■ WORK INSTRUCTION
The job is to find each line of the records below that includes the word "none" and copy it.

■ PROVIDED MATERIAL
┄┄┄┄┄┄

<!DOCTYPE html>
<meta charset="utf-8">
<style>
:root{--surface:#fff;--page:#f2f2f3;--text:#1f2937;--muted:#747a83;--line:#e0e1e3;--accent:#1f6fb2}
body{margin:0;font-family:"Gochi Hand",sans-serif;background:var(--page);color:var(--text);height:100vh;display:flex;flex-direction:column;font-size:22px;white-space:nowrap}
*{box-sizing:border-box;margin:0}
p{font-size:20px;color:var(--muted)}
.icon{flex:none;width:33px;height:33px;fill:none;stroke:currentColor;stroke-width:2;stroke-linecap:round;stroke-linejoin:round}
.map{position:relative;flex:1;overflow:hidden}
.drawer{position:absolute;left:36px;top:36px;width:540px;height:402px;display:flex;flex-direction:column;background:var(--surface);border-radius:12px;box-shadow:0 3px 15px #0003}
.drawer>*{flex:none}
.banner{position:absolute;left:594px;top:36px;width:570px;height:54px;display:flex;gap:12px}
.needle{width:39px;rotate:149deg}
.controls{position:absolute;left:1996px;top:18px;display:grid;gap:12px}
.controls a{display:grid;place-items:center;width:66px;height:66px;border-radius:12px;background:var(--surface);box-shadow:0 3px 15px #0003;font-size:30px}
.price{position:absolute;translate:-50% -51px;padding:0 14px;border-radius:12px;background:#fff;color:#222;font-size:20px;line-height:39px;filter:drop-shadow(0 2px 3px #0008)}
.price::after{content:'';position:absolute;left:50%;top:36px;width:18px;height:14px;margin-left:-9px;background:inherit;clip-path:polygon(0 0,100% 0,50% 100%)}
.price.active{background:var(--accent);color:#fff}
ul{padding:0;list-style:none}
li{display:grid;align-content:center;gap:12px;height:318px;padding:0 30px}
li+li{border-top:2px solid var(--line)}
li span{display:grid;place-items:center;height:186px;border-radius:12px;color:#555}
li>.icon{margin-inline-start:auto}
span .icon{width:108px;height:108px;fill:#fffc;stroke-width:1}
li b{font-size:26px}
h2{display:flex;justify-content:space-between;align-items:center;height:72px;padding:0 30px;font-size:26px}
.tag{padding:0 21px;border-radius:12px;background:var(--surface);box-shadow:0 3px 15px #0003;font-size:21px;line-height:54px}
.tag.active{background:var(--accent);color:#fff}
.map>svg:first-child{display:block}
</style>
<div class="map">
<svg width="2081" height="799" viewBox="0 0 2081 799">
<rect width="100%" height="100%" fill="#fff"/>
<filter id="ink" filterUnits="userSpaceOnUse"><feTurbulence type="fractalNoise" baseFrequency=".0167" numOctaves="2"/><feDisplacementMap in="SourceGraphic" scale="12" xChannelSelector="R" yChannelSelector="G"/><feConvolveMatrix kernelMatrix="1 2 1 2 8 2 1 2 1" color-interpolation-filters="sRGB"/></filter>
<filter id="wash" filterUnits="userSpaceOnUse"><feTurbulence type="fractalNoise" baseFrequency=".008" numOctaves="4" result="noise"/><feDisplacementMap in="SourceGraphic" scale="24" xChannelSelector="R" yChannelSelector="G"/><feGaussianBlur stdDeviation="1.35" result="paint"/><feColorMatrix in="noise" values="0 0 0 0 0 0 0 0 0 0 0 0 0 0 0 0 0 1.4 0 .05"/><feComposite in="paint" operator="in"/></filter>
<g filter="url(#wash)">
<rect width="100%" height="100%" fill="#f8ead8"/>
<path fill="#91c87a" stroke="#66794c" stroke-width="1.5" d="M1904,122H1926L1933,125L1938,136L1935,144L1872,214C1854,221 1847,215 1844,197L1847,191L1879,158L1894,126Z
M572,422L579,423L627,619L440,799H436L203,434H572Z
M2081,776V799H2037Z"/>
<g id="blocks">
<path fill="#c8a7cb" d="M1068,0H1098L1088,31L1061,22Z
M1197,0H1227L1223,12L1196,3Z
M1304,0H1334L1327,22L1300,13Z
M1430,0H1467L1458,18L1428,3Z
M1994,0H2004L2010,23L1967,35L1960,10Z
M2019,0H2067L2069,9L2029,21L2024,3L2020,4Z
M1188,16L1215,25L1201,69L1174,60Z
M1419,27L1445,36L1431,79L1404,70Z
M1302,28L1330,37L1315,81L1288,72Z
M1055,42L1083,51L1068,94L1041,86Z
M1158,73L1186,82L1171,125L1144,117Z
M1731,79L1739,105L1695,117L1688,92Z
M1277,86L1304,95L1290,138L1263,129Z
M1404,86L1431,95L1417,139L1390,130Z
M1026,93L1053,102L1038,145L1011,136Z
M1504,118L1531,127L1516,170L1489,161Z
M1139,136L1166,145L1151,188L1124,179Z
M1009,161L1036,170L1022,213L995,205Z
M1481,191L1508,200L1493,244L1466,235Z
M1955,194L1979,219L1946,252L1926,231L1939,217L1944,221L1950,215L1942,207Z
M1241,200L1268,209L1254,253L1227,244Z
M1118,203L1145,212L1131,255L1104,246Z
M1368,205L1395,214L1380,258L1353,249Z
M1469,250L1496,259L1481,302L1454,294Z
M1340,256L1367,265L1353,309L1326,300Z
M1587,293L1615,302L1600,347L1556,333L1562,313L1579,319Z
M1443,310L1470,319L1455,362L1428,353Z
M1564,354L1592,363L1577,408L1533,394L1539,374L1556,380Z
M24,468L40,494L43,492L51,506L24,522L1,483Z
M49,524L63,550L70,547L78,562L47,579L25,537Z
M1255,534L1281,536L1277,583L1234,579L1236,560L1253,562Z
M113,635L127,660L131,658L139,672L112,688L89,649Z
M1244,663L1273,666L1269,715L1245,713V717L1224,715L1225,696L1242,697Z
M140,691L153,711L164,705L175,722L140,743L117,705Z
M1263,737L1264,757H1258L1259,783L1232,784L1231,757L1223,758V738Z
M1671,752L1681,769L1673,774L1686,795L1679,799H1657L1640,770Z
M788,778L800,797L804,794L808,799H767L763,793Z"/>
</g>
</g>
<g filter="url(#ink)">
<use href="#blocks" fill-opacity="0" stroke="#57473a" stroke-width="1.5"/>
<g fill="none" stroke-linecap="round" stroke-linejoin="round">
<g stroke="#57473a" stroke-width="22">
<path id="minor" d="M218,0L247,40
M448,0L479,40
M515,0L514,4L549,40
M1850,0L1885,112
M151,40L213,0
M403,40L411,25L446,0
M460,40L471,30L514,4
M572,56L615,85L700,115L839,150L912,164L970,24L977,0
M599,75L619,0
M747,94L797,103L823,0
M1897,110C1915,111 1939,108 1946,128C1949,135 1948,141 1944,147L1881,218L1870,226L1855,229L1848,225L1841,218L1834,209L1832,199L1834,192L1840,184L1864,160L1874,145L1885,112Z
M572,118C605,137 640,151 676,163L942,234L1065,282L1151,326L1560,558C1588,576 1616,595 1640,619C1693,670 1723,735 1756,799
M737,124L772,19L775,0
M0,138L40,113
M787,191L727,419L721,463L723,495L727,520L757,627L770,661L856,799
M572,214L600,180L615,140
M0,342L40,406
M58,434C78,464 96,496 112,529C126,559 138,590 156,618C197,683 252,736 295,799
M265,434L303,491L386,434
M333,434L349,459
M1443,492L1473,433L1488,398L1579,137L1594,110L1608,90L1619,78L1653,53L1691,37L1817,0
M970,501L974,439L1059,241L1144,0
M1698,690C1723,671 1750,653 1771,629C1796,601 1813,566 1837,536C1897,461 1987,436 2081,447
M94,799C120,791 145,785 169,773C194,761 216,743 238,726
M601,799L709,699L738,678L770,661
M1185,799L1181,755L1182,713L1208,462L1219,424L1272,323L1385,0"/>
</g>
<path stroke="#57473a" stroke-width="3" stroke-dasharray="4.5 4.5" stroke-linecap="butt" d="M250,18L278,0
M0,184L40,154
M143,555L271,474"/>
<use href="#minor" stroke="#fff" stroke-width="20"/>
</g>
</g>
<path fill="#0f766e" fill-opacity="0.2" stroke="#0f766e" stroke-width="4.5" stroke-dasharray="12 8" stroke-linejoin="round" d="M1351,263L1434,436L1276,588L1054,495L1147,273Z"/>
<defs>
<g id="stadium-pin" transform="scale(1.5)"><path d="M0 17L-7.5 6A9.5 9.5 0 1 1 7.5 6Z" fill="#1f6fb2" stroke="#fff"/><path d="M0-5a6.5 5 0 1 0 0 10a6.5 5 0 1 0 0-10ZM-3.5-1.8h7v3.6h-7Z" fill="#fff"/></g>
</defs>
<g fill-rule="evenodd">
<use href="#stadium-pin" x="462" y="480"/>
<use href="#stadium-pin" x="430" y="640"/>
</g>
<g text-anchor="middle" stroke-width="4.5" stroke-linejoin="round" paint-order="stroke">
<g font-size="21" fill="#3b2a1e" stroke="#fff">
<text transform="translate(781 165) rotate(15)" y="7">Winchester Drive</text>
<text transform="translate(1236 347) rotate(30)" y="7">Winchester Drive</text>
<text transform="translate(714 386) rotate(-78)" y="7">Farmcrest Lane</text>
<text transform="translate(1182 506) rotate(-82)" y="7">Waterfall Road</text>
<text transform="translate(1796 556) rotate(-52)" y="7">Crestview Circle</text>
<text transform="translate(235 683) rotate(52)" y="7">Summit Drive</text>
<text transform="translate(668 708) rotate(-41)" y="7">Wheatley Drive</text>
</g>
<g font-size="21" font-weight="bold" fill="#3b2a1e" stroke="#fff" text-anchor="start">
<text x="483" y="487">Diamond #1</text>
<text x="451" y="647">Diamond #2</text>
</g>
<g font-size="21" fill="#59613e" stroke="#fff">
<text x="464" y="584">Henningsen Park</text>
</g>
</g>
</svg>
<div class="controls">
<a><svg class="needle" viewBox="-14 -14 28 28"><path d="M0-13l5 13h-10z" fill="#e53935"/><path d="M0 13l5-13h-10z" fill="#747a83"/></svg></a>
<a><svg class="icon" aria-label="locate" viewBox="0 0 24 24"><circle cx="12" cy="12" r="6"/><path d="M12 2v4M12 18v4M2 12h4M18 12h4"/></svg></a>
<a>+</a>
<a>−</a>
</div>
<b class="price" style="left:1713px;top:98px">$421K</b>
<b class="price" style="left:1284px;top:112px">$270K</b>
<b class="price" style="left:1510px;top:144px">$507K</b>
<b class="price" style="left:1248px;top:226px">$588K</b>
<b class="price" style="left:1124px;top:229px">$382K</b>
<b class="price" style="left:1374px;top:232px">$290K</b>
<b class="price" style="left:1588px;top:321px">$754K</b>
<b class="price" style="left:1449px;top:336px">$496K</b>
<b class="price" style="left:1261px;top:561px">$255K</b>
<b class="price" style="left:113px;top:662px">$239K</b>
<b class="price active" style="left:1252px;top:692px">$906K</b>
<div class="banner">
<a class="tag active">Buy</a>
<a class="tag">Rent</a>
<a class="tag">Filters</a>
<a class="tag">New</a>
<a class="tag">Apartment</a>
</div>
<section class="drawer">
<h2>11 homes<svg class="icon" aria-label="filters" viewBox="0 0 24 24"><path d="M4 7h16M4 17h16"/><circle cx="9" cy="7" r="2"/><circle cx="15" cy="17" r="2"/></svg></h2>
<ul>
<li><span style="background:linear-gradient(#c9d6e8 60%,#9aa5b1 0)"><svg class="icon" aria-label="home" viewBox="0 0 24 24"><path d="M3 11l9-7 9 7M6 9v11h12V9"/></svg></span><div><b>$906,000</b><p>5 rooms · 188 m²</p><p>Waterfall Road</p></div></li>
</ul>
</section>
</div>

┄┄┄┄┄┄

■ THE COMPLETED TASK
.icon{flex:none;width:33px;height:33px;fill:none;stroke:currentColor;stroke-width:2;stroke-linecap:round;stroke-linejoin:round}
.drawer>*{flex:none}
ul{padding:0;list-style:none}
<g fill="none" stroke-linecap="round" stroke-linejoin="round">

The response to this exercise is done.